**TASK ITEM:** For the listing below, report all lines that hold the word "content".

**SUPPLIED RECORDS:**
__________

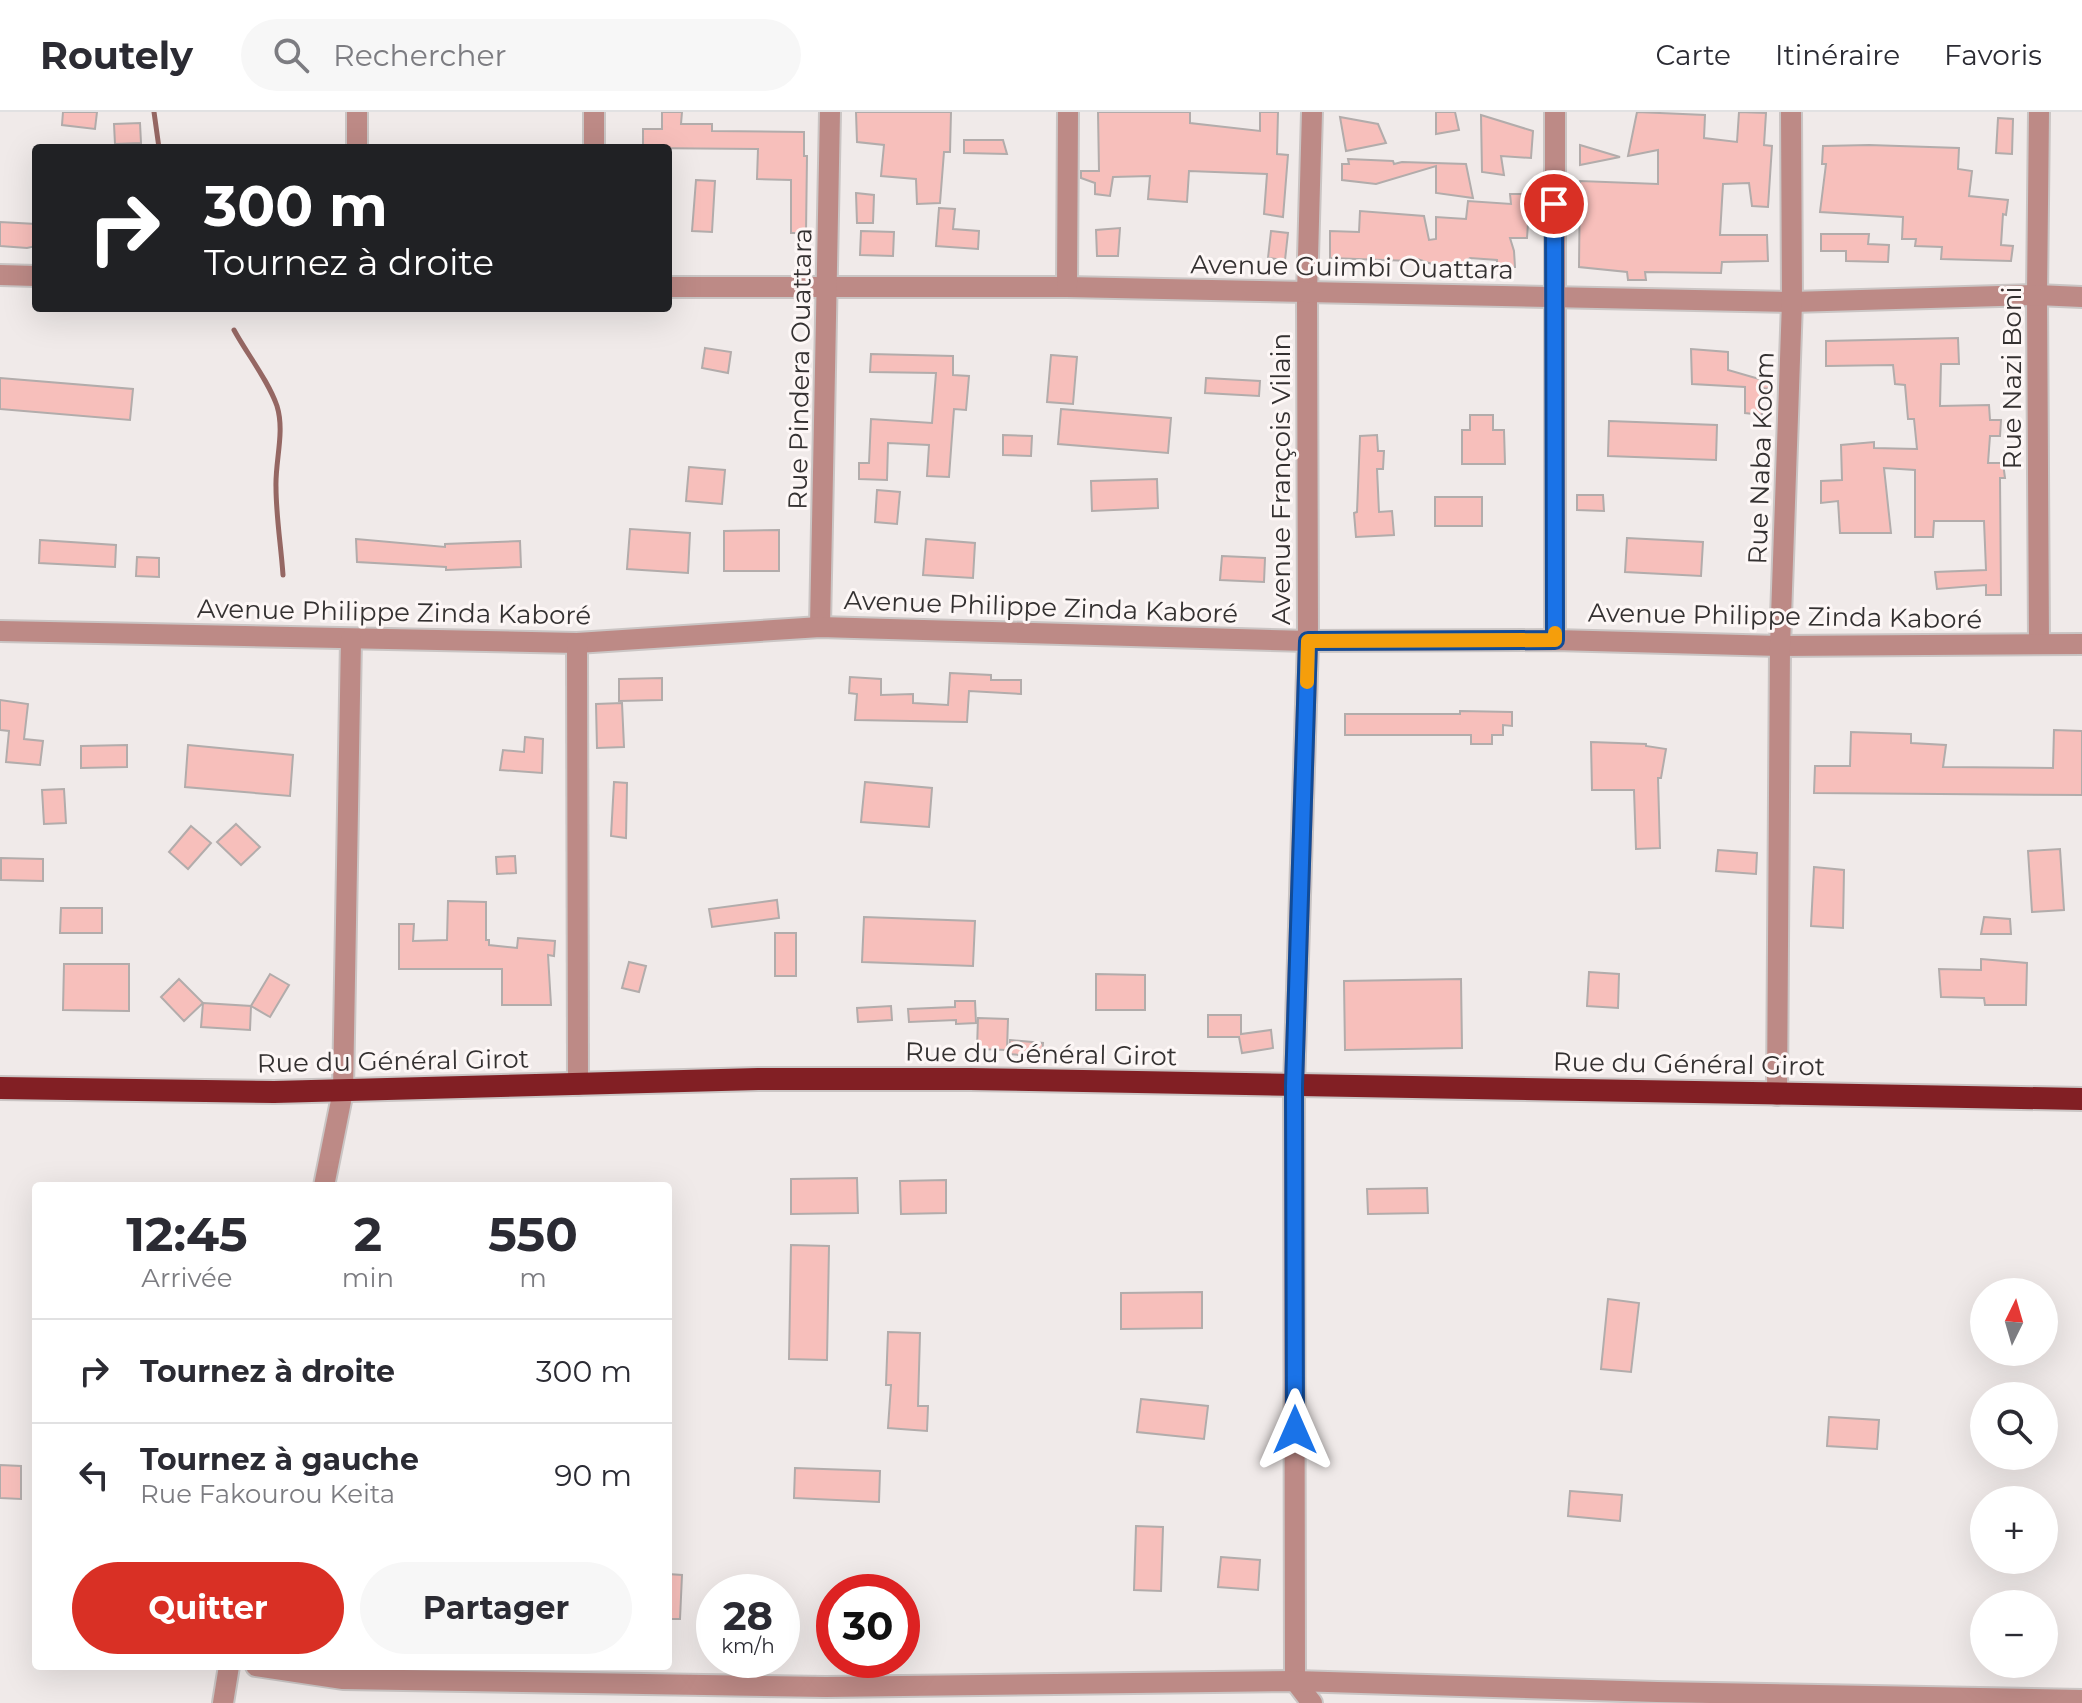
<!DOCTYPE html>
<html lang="fr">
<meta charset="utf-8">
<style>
:root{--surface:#fff;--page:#f7f7f7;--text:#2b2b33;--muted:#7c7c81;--line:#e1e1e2;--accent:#d93025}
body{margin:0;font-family:Montserrat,sans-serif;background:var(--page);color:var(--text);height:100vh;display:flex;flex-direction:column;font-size:30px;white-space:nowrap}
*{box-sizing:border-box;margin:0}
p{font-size:26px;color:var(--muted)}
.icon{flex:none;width:44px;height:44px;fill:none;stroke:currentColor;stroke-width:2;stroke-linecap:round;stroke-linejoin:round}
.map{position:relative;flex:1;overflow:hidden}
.panel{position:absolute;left:32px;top:1070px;width:640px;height:488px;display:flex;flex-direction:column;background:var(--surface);border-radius:8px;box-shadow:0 8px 32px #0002}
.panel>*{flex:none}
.hud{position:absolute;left:32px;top:32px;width:640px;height:168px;border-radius:8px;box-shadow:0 8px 32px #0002;background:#202124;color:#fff;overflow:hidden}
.needle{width:52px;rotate:5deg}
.controls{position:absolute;left:1970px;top:1166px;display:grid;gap:16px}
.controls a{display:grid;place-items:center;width:88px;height:88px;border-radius:50%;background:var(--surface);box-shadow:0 8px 32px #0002;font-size:40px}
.speed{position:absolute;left:696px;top:1462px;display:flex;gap:16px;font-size:40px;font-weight:700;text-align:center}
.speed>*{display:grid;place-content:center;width:104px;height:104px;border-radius:50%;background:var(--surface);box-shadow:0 8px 32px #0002;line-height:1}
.speed small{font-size:20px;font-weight:400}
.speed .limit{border:12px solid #d22;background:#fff;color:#111}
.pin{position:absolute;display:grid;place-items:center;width:68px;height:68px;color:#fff;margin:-34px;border:4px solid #fff;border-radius:50%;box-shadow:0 2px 8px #0007}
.me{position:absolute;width:88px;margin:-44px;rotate:0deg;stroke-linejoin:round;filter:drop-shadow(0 0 6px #0008)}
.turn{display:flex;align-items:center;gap:28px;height:168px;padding:0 40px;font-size:36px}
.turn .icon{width:104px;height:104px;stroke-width:2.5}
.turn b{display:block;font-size:56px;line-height:68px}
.eta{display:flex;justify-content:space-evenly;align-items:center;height:136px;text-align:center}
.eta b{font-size:48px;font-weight:700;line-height:56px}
.cta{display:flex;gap:16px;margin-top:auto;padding:16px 40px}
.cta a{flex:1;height:92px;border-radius:48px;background:var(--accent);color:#fff;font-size:32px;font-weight:700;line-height:92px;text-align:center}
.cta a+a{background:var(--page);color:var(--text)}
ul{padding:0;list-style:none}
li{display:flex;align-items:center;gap:24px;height:104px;padding:0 40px;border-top:2px solid var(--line)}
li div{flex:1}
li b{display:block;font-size:30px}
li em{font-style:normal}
header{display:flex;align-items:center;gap:48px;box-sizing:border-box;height:112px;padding:0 40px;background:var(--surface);border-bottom:2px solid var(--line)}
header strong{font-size:38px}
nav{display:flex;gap:44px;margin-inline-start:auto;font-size:28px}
.search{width:560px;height:72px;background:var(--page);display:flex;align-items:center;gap:20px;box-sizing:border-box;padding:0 28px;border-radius:44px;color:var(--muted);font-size:30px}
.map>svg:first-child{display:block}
</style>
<header>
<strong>Routely</strong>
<div class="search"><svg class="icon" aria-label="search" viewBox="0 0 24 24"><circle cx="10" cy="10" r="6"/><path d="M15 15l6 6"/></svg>Rechercher</div>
<nav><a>Carte</a><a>Itinéraire</a><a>Favoris</a></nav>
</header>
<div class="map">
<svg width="2082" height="1591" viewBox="0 0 2082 1591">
<rect width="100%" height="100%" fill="#f0eae9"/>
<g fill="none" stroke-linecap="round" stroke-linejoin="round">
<g stroke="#956763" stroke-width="5">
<path d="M154,0L159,36"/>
<path d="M234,218C247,242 268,268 277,294C285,320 275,349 276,375C276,404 281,434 283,463"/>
</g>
</g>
<g fill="#f7bfbb" stroke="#b2acab" stroke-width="2">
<path d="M63,0H97L95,17L62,13Z"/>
<path d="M662,0H682L681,12H712V19L804,20V44H807L806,121H791V68L757,67L758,37L643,36V17H662Z"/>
<path d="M856,0H951L950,40H944L940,91L917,92L916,67L881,64L884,33L857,30Z"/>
<path d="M1098,0H1190V11L1260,19V0H1278L1277,42L1288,43L1283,105L1264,102L1267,62L1189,59L1187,90L1148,87L1150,64L1113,65L1110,84L1095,82V71L1081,66V59H1099Z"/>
<path d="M1436,0H1455L1459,18L1436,22Z"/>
<path d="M1637,0L1705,3L1704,26L1737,30L1739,0L1766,1L1764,33L1772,34L1768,95L1752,94L1749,71L1723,72L1720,123H1767L1768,149L1722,150L1721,161L1645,160L1646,168H1628L1627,160L1579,155L1580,69L1658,72V38L1628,44Z"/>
<path d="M1481,3L1533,19L1531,46L1501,44L1504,63L1482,60Z"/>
<path d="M1340,5L1378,12L1386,31L1346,39Z"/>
<path d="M1998,6L2013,7L2012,42L1996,41Z"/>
<path d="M140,11L141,31L115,32L114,12Z"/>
<path d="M964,28H1003L1007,42L964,41Z"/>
<path d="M1580,33L1620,45L1580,53Z"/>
<path d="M1869,33L1959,36L1958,57L1972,59L1969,84L2008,88L2006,103L2003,102L2001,133L2013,134L2011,149L1941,147L1942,135L1915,134L1916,127H1902L1903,105L1820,100L1826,52H1822L1823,34Z"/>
<path d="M1348,47L1393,49L1394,52L1402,50L1466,52L1473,86L1436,81V54L1376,72L1342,68V52H1349Z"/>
<path d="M696,68L715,69L712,120L692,119Z"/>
<path d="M856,81L874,83L873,111H857Z"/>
<path d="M1510,82H1530L1527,126H1510L1514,139L1515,155H1497V148L1470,146L1459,155L1444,156L1411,145V149L1330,146V119L1359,120L1360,99L1424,104L1429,128L1436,127V105L1466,107L1468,89L1511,92Z"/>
<path d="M939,96L955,97L953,117L979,119L978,137L936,134Z"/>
<path d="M0,110L36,112V134L27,136L0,134Z"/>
<path d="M1120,116L1118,144H1097L1096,118Z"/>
<path d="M861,119L894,120L893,144L860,143Z"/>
<path d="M1271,119L1288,121L1285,148L1268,146Z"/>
<path d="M1821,122H1869L1868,132L1889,133L1888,150L1846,149V139H1821Z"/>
<path d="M1958,226L1959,252H1941L1940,294L1989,293L1990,308H2001L2000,324H1990L1988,351H2003L2005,366H2000L2001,483H1986V473L1937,477L1935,460L1986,458L1984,409H1934L1933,425H1915V358L1884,356L1891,421H1840L1838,389L1821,391V369L1842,368L1841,333L1874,330V336L1917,337L1914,307H1908L1905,273L1895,272L1893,253L1826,254V229Z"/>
<path d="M705,236L731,240L728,261L702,256Z"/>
<path d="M1691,237L1728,240V258L1773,271L1772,277L1762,276V303L1745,301V275L1692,272Z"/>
<path d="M871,242L953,244V263L969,264L966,298L954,297L949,365L927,364L929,333L888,331L887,368L859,367V351H869L871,307L932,311L936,261L870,260Z"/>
<path d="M1051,243L1077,245L1073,292L1047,290Z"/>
<path d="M0,266L133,277L130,308L0,297Z"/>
<path d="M1206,266L1260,269L1259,284L1205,281Z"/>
<path d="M1061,297L1171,306L1168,341L1058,332Z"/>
<path d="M1470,303H1493V318H1504L1505,352H1462V318H1470Z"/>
<path d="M1609,309L1717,313L1716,348L1608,344Z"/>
<path d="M1003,323L1032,324L1031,344L1003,343Z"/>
<path d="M1377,323L1378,339H1384L1383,357H1377L1379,400L1392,399L1394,423L1356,425L1354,401L1357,400L1360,324Z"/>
<path d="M689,355L725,358L722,392L686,389Z"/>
<path d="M1157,367L1158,396L1092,399L1091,369Z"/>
<path d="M877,378L900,380L897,412L875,410Z"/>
<path d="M1577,383H1603L1604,399L1577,398Z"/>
<rect x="1435" y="385" width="47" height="29"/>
<path d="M630,417L690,421L688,461L627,457Z"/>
<path d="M779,418V459H724V419Z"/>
<path d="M1627,426L1703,430L1701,464L1625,460Z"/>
<path d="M356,427L445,435V432L520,429L521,455L446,458V455L357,450Z"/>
<path d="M926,427L975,431L973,466L923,463Z"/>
<path d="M40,428L116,433L115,455L39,451Z"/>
<path d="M1222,444L1265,446L1264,470L1220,468Z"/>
<path d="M137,445L159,446V465L136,464Z"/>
<path d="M950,561L991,563V568H1021V582L969,579L967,610L855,608L857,582L849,581L850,565L881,567V583L913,582V591L948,593Z"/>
<path d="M662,566V588L619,589V567Z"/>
<path d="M0,588L28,592L24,627L43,629L40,653L6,650L9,619L0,618Z"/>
<path d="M622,591L624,635L597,636L596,592Z"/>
<path d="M1460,599L1512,600V614L1503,613V623H1492V632H1471V623H1345V602H1460Z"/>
<path d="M2054,618L2082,619V683L1814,681L1815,654H1850L1851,620L1911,622V631L1946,633L1943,655L2053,656Z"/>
<path d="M525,625L543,627L542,661L500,658L503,638L524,640Z"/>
<path d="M1591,630L1646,632V634L1666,637L1661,666H1658L1660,736L1636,737L1634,678H1592Z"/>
<path d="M127,633V655L81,656V634Z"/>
<path d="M188,633L293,643L290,684L185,675Z"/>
<path d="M614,670L627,671L626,726L611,724Z"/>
<path d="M865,670L932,676L929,715L861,710Z"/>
<path d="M64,677L66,711L44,712L42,678Z"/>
<path d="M236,712L260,735L241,753L217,730Z"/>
<path d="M191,714L211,731L188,757L169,740Z"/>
<path d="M2060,737L2064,798L2032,800L2028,739Z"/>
<path d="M1718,738L1757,741L1756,762L1716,759Z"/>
<path d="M515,744L516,761L497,762L496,745Z"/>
<path d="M1,746L43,747V769L1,768Z"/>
<path d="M1814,755L1844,758L1843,816L1811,814Z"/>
<path d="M777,788L779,806L712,815L709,797Z"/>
<path d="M448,789L486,790V828H489V833L517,836L518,826L555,829L554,844L548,843L551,893H502V857H399V812H414L413,829L447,828Z"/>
<path d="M61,796H102V821H60Z"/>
<path d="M864,805L975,809L973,854L862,850Z"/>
<path d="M1984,805L2010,807L2011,822H1981Z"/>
<rect x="775" y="821" width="21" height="43"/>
<path d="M1981,847L2027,851L2026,893H1985L1984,886L1941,885L1939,857L1981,858Z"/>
<path d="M629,850L646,854L639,880L622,876Z"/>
<path d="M64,852H129V899L63,898Z"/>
<path d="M1589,860L1619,862L1618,896L1587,894Z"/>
<path d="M270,862L289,873L270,905L251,894Z"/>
<path d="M1096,862L1145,863V898H1096Z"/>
<path d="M179,867L203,891L184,909L161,885Z"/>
<path d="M1461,867L1462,936L1345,938L1344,869Z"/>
<path d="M955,889H975L976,911L956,912V908L909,910L908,897L955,895Z"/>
<path d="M203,891L251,894L250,918L201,915Z"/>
<path d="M891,894L892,908L858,910L857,896Z"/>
<path d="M1208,903H1241V922L1271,918L1273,936L1242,941L1239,925H1208Z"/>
<path d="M978,906L1008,907L1007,938L977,937Z"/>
<path d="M1010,928L1043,931L1042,945L1009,942Z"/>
<path d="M857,1066L858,1101L791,1102V1067Z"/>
<path d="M946,1068V1101L901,1102L900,1069Z"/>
<path d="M1427,1076L1428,1101L1368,1102L1367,1077Z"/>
<path d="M791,1133L829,1134L827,1248L789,1247Z"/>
<path d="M1202,1180V1216L1121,1217V1181Z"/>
<path d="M1608,1187L1639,1191L1631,1260L1601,1257Z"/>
<path d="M888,1220L920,1221L918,1294H928L927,1319L888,1316L891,1273H886Z"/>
<path d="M1141,1287L1208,1294L1204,1327L1137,1320Z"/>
<path d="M1829,1305L1879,1308L1877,1337L1827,1334Z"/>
<path d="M0,1353L21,1354V1387L0,1386Z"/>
<path d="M795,1356L880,1359L879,1390L794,1386Z"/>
<path d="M1570,1379L1622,1383L1620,1409L1568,1404Z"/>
<path d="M1136,1414L1163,1415L1161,1479L1134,1478Z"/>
<path d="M1221,1445L1260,1448L1258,1478L1218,1475Z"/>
<path d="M668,1462L682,1463L680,1507H668Z"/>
</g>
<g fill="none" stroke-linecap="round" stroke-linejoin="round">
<g stroke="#cac5c4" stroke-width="24">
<g id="minor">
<path d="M357,0V36"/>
<path d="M1312,0L1307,182L1308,529L1294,974L1295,1569L1312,1591"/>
<path d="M1555,0V528"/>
<path d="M2039,0L2037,183L2039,532"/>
<path d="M594,36V0"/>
<path d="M0,163L36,164"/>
<path d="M668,175H1067L1792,190L2037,183L2082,185"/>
<path d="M1067,175L1068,0"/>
<path d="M820,515L830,0"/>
<path d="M0,519L577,531L820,515L1308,529L1555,528L1780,534L2082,532"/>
<path d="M577,531L578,973"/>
<path d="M1777,983L1780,534L1792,190L1791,0"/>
<path d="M324,1074L343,979L351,527"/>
<path d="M256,1554L343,1567L826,1575L1295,1569L1657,1580L2082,1588"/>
<path d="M223,1591L229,1554"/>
</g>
</g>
<g stroke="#cac5c4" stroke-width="26">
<path id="trunk" d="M0,976L274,980L758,967H970L2082,987"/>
</g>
<use href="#minor" stroke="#bd8a86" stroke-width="20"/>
<use href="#trunk" stroke="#821f24" stroke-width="22"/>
</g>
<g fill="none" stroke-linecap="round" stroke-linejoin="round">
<g stroke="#114b97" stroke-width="20">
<path id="route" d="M1295,1318L1294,974L1308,529L1555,528L1554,92"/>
</g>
<use href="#route" stroke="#1a73e8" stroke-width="14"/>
<path stroke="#f59e0b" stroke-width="14" d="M1307,570L1308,529L1555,528V521"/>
</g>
<g text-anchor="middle" stroke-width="6" stroke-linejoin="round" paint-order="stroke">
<g font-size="26" fill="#343131" stroke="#fdf7f6">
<text transform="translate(1352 155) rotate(1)" y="9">Avenue Guimbi Ouattara</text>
<text transform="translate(800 257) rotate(-89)" y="9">Rue Pindera Ouattara</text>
<text transform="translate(2012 266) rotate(-90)" y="9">Rue Nazi Boni</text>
<text transform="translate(1761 346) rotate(-88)" y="9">Rue Naba Koom</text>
<text transform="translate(1281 367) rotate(-90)" y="9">Avenue François Vilain</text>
<text transform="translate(1041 495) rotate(2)" y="9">Avenue Philippe Zinda Kaboré</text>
<text transform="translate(394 500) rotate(1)" y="9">Avenue Philippe Zinda Kaboré</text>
<text transform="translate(1785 504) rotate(1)" y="9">Avenue Philippe Zinda Kaboré</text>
<text transform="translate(1041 942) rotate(1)" y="9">Rue du Général Girot</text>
<text transform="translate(393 949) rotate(-1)" y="9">Rue du Général Girot</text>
<text transform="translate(1689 952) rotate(1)" y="9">Rue du Général Girot</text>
</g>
</g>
</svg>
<div class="controls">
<a><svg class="needle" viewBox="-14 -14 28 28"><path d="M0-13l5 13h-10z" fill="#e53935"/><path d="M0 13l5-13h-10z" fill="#7c7c81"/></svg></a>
<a><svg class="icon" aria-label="search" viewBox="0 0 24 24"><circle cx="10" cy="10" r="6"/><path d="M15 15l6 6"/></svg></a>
<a>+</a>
<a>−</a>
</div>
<div class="speed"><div>28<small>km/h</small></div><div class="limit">30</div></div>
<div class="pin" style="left:1554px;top:92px;background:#d93025"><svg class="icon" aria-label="arrive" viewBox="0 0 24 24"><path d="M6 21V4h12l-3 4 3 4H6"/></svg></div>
<svg class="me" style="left:1295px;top:1318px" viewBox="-20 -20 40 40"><path d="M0-17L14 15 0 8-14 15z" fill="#1a73e8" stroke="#fff" stroke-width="4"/></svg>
<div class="hud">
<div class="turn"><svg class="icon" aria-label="right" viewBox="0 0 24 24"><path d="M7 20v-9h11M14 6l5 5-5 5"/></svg><div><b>300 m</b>Tournez à droite</div></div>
</div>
<section class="panel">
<div class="eta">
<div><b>12:45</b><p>Arrivée</p></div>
<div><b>2</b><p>min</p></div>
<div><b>550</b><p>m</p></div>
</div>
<ul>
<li><svg class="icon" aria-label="right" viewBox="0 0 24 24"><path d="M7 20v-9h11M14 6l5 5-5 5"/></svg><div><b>Tournez à droite</b></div><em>300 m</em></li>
<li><svg class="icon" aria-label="left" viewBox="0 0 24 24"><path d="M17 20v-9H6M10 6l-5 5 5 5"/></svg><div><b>Tournez à gauche</b><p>Rue Fakourou Keita</p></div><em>90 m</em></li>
</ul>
<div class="cta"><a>Quitter</a><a>Partager</a></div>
</section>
</div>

__________

**SOLUTION TO THE EXERCISE:**
.speed>*{display:grid;place-content:center;width:104px;height:104px;border-radius:50%;background:var(--surface);box-shadow:0 8px 32px #0002;line-height:1}
.eta{display:flex;justify-content:space-evenly;align-items:center;height:136px;text-align:center}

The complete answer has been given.